Statistical analysis
We estimated intervention effects as odds ratios (OR). Outcome events were re-coded so that an OR less than 1 indicated a beneficial effect of the experimental intervention. Randomised controlled trials with no event in both groups did not contribute to the analysis.
Meta-epidemiological analysis
To compare PC-RCTs and ST-RCTs, we used the two-step approach described by Sterne et al. [12]. First for each meta-analysis, we estimated a ratio of odds ratio (ROR) by using random-effects meta-regression. In our study, the ROR was the ratio of the OR for PC-RCTs to the OR for ST-RCTs, An ROR less than 1 indicates lower intervention effects for PC-RCTs. Second, we estimated a combined ROR across meta-analyses and the 95% confidence interval (CI) by using a random-effects meta-analysis model. The heterogeneity across MAs was assessed with the I2 statistic and its 95% CI and the between–meta-analysis variance τ2.
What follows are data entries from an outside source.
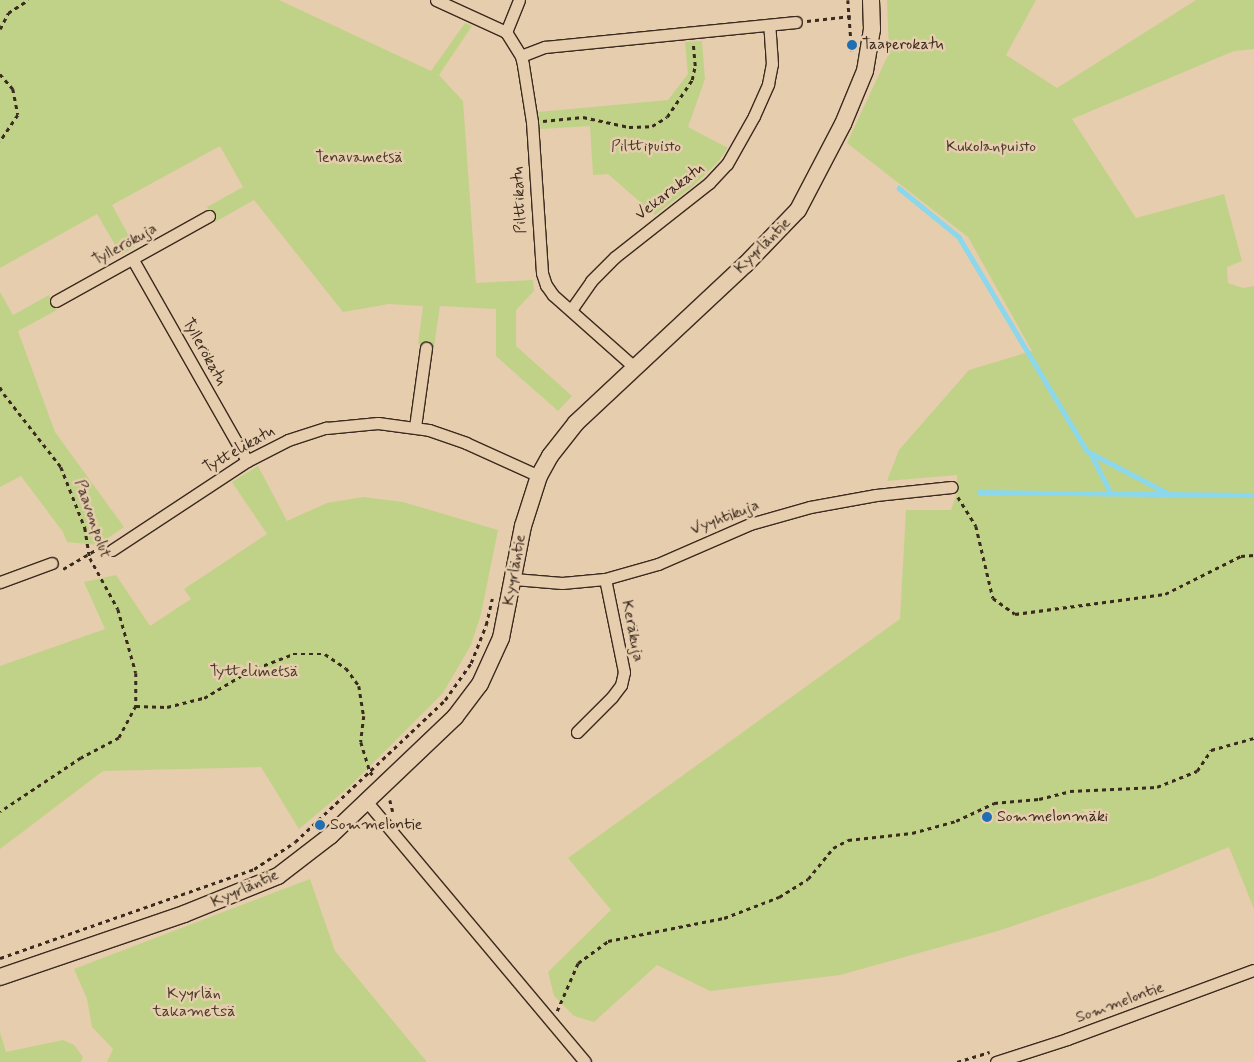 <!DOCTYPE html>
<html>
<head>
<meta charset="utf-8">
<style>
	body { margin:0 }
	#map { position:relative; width:1254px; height:1062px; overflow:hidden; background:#e6cdae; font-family:Mynerve,sans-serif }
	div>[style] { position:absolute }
	.green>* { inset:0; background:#c0d287 }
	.stream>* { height:4.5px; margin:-2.25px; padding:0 2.25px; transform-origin:2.25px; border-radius:2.25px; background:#8bd7eb }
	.path>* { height:2.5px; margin-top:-1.25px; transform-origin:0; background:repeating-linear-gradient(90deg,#3b2a1e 0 4px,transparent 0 8px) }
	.roads { filter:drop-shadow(1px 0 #3b2a1e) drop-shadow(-1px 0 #3b2a1e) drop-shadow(0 1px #3b2a1e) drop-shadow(0 -1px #3b2a1e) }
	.street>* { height:11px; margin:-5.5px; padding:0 5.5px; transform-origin:5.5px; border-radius:5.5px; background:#e6cdae }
	.secondary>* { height:16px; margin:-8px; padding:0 8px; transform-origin:8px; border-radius:8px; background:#e6cdae }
	.dots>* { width:14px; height:14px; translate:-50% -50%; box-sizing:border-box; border:2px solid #e6cdae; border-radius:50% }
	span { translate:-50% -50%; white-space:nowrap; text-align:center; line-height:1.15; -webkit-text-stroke:5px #e6cdae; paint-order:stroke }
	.poi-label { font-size:16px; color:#3b2a1e }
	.left { translate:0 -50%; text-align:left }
	.park-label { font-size:16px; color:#483b28 }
	.street-label { font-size:16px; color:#3b2a1e }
</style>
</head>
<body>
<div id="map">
	<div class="green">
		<div style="clip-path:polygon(0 0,279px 0,431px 71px,465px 23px,472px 26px,439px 75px,463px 101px,476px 283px,533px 280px,534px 291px,516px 310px,516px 346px,572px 396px,558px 411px,496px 356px,496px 309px,440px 306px,434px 347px,418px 344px,423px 306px,389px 304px,343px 312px,254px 200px,215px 222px,207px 207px,243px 187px,220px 146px,112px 205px,135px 247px,121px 255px,97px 214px,0 268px)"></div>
		<div style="clip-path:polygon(887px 0,1036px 0,1006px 55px,1057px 88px,1196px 0,1254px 0,1254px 49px,1234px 51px,1072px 119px,1136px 218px,1224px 194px,1242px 261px,1227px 267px,1228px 283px,1243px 288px,1254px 286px,1254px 909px,1229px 847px,1153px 878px,998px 931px,840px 975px,710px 991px,657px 965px,594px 1022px,574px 1016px,554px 996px,548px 972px,611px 910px,568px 858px,900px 619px,906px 510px,951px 510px,957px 493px,957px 475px,887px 481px,899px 450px,969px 370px,1032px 351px,968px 237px,847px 143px,889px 53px)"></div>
		<div style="clip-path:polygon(702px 41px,705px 79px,688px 127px,728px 148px,718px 162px,693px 186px,655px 215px,608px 174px,593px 175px,590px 126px,541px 129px,538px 112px,668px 100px,688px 74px,685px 42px)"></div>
		<div style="clip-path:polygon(0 292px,13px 315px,49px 295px,57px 310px,18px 331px,55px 432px,124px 527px,98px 545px,67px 542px,63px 532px,21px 476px,0 487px)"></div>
		<div style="clip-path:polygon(258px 466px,287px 521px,327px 503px,363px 497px,403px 502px,498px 530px,481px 614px,471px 645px,443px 693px,349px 787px,299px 829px,261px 767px,103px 771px,0 849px,0 666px,105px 629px,84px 582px,116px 575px,150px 626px,191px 599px,184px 589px,267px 534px,232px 482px)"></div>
		<div style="clip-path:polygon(310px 879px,335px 951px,427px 1062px,107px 1062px,113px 1049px,92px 1027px,87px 999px,74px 969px)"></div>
		<div style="clip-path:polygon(0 1032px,6px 1052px,63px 1040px,74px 1045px,83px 1057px,81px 1062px,0 1062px)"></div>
	</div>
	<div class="stream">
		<div style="left:899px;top:188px;width:77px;rotate:39.2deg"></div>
		<div style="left:959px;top:237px;width:249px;rotate:59.1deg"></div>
		<div style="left:1087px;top:451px;width:95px;rotate:27.6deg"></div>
		<div style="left:1091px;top:454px;width:44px;rotate:62.9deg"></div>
		<div style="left:979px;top:492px;width:275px;rotate:0.6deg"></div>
	</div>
	<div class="path">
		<div style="left:848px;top:0;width:53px;rotate:85.7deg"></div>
		<div style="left:807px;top:21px;width:44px;rotate:-6.5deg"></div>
		<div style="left:0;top:29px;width:18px;rotate:-63deg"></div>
		<div style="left:8px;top:13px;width:24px;rotate:-33deg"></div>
		<div style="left:0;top:74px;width:20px;rotate:49deg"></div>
		<div style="left:13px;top:89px;width:26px;rotate:79deg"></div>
		<div style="left:18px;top:115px;width:32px;rotate:124deg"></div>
		<div style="left:543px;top:121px;width:40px;rotate:-5.7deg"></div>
		<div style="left:583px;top:117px;width:47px;rotate:12.3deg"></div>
		<div style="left:629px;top:127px;width:23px;rotate:-2deg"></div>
		<div style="left:652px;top:126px;width:17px;rotate:-31deg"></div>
		<div style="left:667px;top:117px;width:45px;rotate:-56deg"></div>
		<div style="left:692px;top:80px;width:14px;rotate:-78deg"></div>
		<div style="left:695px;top:66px;width:22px;rotate:-95deg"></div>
		<div style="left:0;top:387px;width:8px;rotate:60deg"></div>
		<div style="left:4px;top:394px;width:93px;rotate:52deg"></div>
		<div style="left:61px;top:467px;width:66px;rotate:68.5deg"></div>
		<div style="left:85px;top:528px;width:30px;rotate:81deg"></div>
		<div style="left:90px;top:558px;width:58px;rotate:61.2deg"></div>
		<div style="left:118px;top:609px;width:66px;rotate:74.3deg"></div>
		<div style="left:136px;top:673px;width:33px;rotate:90deg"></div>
		<div style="left:136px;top:706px;width:36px;rotate:118deg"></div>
		<div style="left:119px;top:738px;width:43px;rotate:152.2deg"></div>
		<div style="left:81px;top:758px;width:97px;rotate:146.3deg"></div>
		<div style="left:958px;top:497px;width:34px;rotate:58deg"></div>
		<div style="left:976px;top:526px;width:74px;rotate:76.7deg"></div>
		<div style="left:993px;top:598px;width:27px;rotate:36deg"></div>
		<div style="left:1015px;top:614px;width:151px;rotate:-7.6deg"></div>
		<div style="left:1165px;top:594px;width:85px;rotate:-26.6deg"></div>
		<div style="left:1241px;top:556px;width:13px;rotate:-4deg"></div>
		<div style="left:63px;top:569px;width:42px;rotate:-30.3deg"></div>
		<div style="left:136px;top:706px;width:31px;rotate:2deg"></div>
		<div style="left:167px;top:707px;width:38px;rotate:-14deg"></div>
		<div style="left:204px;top:698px;width:52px;rotate:-31deg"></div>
		<div style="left:249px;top:671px;width:47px;rotate:-21.1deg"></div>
		<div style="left:293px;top:654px;width:32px"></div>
		<div style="left:325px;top:654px;width:25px;rotate:34deg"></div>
		<div style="left:346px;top:668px;width:22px;rotate:54deg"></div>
		<div style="left:359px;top:686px;width:30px;rotate:81deg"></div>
		<div style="left:364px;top:716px;width:26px;rotate:97deg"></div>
		<div style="left:361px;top:742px;width:31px;rotate:73deg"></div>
		<div style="left:370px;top:772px;width:6px;rotate:45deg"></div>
		<div style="left:390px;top:800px;width:12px;rotate:76deg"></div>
		<div style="left:0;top:958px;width:269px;rotate:-19.3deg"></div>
		<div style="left:254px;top:869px;width:49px;rotate:-33.4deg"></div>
		<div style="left:295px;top:842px;width:207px;rotate:-43.4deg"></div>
		<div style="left:445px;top:700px;width:45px;rotate:-54.9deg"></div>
		<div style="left:471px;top:663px;width:41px;rotate:-68.5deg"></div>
		<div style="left:486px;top:625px;width:27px;rotate:-77deg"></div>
		<div style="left:557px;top:1011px;width:52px;rotate:-66.4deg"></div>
		<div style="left:578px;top:963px;width:37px;rotate:-36deg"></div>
		<div style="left:608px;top:941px;width:118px;rotate:-11.2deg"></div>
		<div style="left:724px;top:918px;width:59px;rotate:-20.9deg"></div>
		<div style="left:779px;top:897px;width:34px;rotate:-32deg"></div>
		<div style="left:808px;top:879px;width:40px;rotate:-51deg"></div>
		<div style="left:833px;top:848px;width:17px;rotate:-28deg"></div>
		<div style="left:848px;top:840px;width:64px;rotate:-6.2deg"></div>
		<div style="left:912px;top:833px;width:46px;rotate:-15.3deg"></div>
		<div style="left:956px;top:821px;width:42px;rotate:-25.3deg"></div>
		<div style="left:994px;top:803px;width:45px;rotate:-5.1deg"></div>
		<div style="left:1039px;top:799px;width:32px;rotate:-14deg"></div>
		<div style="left:1070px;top:791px;width:87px;rotate:-2.6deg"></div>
		<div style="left:1157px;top:787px;width:43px;rotate:-21.8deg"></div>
		<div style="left:1197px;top:771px;width:25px;rotate:-56deg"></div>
		<div style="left:1211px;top:750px;width:45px;rotate:-15.6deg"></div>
		<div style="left:957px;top:1062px;width:34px;rotate:-17deg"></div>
	</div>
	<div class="roads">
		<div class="street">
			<div style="left:436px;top:0;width:77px;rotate:24.6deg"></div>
			<div style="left:519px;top:0;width:35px;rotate:112deg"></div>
			<div style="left:506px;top:32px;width:28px;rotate:58deg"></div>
			<div style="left:521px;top:56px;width:9px;rotate:77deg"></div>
			<div style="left:523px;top:65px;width:58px;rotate:81deg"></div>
			<div style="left:532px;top:122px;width:151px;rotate:86.2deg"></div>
			<div style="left:542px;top:273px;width:13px;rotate:72deg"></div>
			<div style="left:546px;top:285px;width:12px;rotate:55deg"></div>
			<div style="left:553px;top:295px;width:108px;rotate:41.6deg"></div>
			<div style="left:521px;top:56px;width:26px;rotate:-21deg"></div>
			<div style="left:545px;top:47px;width:252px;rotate:-5.7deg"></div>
			<div style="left:133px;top:260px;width:231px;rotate:60.4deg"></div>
			<div style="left:56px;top:301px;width:175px;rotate:-29.1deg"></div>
			<div style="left:571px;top:310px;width:35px;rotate:-55deg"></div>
			<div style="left:591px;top:281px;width:34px;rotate:-45deg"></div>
			<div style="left:615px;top:257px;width:120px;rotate:-38.2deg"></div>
			<div style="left:709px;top:183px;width:26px;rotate:-47deg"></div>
			<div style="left:727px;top:164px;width:55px;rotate:-60.6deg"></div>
			<div style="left:754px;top:116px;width:35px;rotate:-66deg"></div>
			<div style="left:768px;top:84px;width:20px;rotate:-79deg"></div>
			<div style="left:772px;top:64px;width:39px;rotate:-94deg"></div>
			<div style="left:415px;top:427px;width:80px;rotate:-82.1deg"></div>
			<div style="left:112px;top:550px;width:162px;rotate:-33.4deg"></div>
			<div style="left:247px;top:461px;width:46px;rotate:-27.1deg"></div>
			<div style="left:288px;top:440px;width:40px;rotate:-18deg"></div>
			<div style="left:326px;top:428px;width:52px;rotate:-5.5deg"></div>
			<div style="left:378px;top:423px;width:51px;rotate:7.8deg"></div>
			<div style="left:429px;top:430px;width:39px;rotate:19deg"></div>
			<div style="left:466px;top:443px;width:80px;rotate:24.3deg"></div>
			<div style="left:514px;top:579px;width:48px;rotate:4.8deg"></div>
			<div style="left:562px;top:583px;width:43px;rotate:-5.3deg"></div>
			<div style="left:605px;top:579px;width:55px;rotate:-15.8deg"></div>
			<div style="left:658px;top:564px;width:100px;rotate:-23.5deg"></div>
			<div style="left:750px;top:524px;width:62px;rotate:-15.8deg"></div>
			<div style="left:810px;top:507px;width:67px;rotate:-10.3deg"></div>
			<div style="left:876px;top:495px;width:76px;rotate:-6deg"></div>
			<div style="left:0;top:582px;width:55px;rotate:-20.1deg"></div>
			<div style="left:577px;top:732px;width:49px;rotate:-45deg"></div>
			<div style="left:612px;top:697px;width:15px;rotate:-53deg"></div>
			<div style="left:621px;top:685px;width:13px;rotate:-77deg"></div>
			<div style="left:624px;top:672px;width:95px;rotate:-101.5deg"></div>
			<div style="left:367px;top:802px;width:339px;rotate:50deg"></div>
			<div style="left:996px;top:1062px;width:75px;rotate:-17.9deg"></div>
			<div style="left:1067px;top:1039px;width:199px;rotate:-20.3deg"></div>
		</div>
		<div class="secondary">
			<div style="left:0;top:977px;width:194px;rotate:-18.9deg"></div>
			<div style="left:184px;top:914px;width:101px;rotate:-22deg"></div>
			<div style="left:278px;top:876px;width:66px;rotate:-37.6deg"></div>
			<div style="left:330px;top:836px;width:173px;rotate:-43.6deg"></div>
			<div style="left:455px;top:717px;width:41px;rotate:-52.9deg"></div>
			<div style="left:480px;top:684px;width:51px;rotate:-65.5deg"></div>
			<div style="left:501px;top:638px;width:114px;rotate:-78.9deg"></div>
			<div style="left:523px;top:526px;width:52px;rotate:-72.3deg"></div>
			<div style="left:539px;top:476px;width:23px;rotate:-61deg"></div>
			<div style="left:550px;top:456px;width:42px;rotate:-51.8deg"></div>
			<div style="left:576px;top:423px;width:231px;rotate:-43.1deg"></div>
			<div style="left:745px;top:265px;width:76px;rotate:-46.1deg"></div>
			<div style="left:798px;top:210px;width:97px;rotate:-62.4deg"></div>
			<div style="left:843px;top:124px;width:57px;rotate:-67.5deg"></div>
			<div style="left:865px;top:71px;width:43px;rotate:-80.5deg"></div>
			<div style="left:872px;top:29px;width:29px;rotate:-92deg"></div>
		</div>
	</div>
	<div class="dots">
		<div style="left:852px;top:45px;background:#1f6fb2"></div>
		<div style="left:987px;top:817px;background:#1f6fb2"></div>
		<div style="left:320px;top:825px;background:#1f6fb2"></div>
	</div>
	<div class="poi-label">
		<span class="left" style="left:862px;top:45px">Taaperokatu</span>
		<span class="left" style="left:997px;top:817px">Sommelonmäki</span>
		<span class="left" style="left:330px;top:825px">Sommelontie</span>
	</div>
	<div class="park-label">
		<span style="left:646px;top:147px">Pilttipuisto</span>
		<span style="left:991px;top:147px">Kukolanpuisto</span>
		<span style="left:359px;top:158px">Tenavametsä</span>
		<span style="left:254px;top:672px">Tyttelimetsä</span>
		<span style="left:194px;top:1003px">Kyyrlän<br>takametsä</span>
	</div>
	<div class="street-label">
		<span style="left:670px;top:192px;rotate:-38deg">Vekarakatu</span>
		<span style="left:520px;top:200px;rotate:-93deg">Pilttikatu</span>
		<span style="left:125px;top:245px;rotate:-29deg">Tyllerökuja</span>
		<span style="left:763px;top:246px;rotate:-45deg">Kyyrläntie</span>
		<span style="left:204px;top:352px;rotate:61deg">Tyllerökatu</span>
		<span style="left:239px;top:450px;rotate:-30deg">Tyttelikatu</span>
		<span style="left:725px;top:518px;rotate:-21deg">Vyyhtikuja</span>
		<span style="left:92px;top:519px;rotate:71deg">Paavonpolut</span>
		<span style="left:515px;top:570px;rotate:-80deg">Kyyrläntie</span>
		<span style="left:632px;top:631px;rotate:79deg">Keräkuja</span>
		<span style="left:245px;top:889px;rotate:-24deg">Kyyrläntie</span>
		<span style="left:1120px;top:1003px;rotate:-20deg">Sommelontie</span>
	</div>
</div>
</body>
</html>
Subgroup and sensitivity analyses
Subgroup analyses were planned according to the objectivity of outcomes, type of intervention in the experimental group (pharmacological vs non-pharmacological), and control group (active vs inactive). We used an interaction test to assess whether the combined ROR varied between subgroups. We also performed sensitivity analyses by adjusting meta-regression models on each item of the Risk of Bias tool [16] (high or unclear risk vs low risk).